• _Task goal_
What you return must be every line from the beginning of the data through the line holding "Read this image", unchanged.

-------- Input --------

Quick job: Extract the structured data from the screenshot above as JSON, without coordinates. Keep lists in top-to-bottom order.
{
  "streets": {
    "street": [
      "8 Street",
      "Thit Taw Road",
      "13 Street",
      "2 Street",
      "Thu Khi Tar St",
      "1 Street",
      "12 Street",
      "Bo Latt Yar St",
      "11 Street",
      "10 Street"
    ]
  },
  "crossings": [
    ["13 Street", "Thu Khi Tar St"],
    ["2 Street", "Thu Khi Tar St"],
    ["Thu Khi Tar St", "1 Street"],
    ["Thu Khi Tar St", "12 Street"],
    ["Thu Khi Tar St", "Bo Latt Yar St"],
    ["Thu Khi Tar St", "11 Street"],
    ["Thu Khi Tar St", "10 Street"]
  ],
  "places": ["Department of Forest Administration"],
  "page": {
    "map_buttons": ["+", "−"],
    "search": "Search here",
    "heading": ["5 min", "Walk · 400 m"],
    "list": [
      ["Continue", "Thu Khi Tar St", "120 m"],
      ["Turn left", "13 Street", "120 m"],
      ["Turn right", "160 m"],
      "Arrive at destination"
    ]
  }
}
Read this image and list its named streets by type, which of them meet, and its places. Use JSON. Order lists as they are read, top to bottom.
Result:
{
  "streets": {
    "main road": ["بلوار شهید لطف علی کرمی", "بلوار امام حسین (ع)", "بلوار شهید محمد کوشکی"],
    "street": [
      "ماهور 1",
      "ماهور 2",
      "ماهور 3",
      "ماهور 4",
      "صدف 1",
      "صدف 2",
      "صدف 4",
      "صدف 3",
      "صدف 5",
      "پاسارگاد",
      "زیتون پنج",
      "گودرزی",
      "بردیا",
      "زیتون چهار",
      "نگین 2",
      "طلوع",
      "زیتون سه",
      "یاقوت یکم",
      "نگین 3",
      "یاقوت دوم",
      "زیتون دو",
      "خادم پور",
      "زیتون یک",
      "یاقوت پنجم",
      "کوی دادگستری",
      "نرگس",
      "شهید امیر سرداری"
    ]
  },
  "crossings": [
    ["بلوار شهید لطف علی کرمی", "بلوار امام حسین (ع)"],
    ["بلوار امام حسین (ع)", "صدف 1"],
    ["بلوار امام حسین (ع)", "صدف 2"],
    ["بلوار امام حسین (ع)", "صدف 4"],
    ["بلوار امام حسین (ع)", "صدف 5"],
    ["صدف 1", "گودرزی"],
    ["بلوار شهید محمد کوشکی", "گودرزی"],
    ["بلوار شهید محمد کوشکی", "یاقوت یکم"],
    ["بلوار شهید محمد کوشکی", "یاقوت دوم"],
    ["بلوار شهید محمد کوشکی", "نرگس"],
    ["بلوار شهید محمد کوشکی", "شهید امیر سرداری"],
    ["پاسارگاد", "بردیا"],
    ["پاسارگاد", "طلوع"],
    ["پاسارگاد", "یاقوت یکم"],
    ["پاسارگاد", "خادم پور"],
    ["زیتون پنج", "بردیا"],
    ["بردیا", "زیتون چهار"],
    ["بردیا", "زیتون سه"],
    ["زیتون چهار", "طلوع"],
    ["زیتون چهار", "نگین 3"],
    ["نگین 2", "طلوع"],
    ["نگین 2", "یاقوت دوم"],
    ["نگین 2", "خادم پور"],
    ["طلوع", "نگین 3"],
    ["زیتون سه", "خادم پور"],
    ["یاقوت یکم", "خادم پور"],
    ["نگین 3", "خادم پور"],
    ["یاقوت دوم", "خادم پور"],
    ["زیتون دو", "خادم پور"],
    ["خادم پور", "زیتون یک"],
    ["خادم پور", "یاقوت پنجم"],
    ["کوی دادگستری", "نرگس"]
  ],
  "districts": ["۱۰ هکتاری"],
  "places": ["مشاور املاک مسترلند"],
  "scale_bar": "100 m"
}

--------

• _Task answer_
Quick job: Extract the structured data from the screenshot above as JSON, without coordinates. Keep lists in top-to-bottom order.
{
  "streets": {
    "street": [
      "8 Street",
      "Thit Taw Road",
      "13 Street",
      "2 Street",
      "Thu Khi Tar St",
      "1 Street",
      "12 Street",
      "Bo Latt Yar St",
      "11 Street",
      "10 Street"
    ]
  },
  "crossings": [
    ["13 Street", "Thu Khi Tar St"],
    ["2 Street", "Thu Khi Tar St"],
    ["Thu Khi Tar St", "1 Street"],
    ["Thu Khi Tar St", "12 Street"],
    ["Thu Khi Tar St", "Bo Latt Yar St"],
    ["Thu Khi Tar St", "11 Street"],
    ["Thu Khi Tar St", "10 Street"]
  ],
  "places": ["Department of Forest Administration"],
  "page": {
    "map_buttons": ["+", "−"],
    "search": "Search here",
    "heading": ["5 min", "Walk · 400 m"],
    "list": [
      ["Continue", "Thu Khi Tar St", "120 m"],
      ["Turn left", "13 Street", "120 m"],
      ["Turn right", "160 m"],
      "Arrive at destination"
    ]
  }
}
Read this image and list its named streets by type, which of them meet, and its places. Use JSON. Order lists as they are read, top to bottom.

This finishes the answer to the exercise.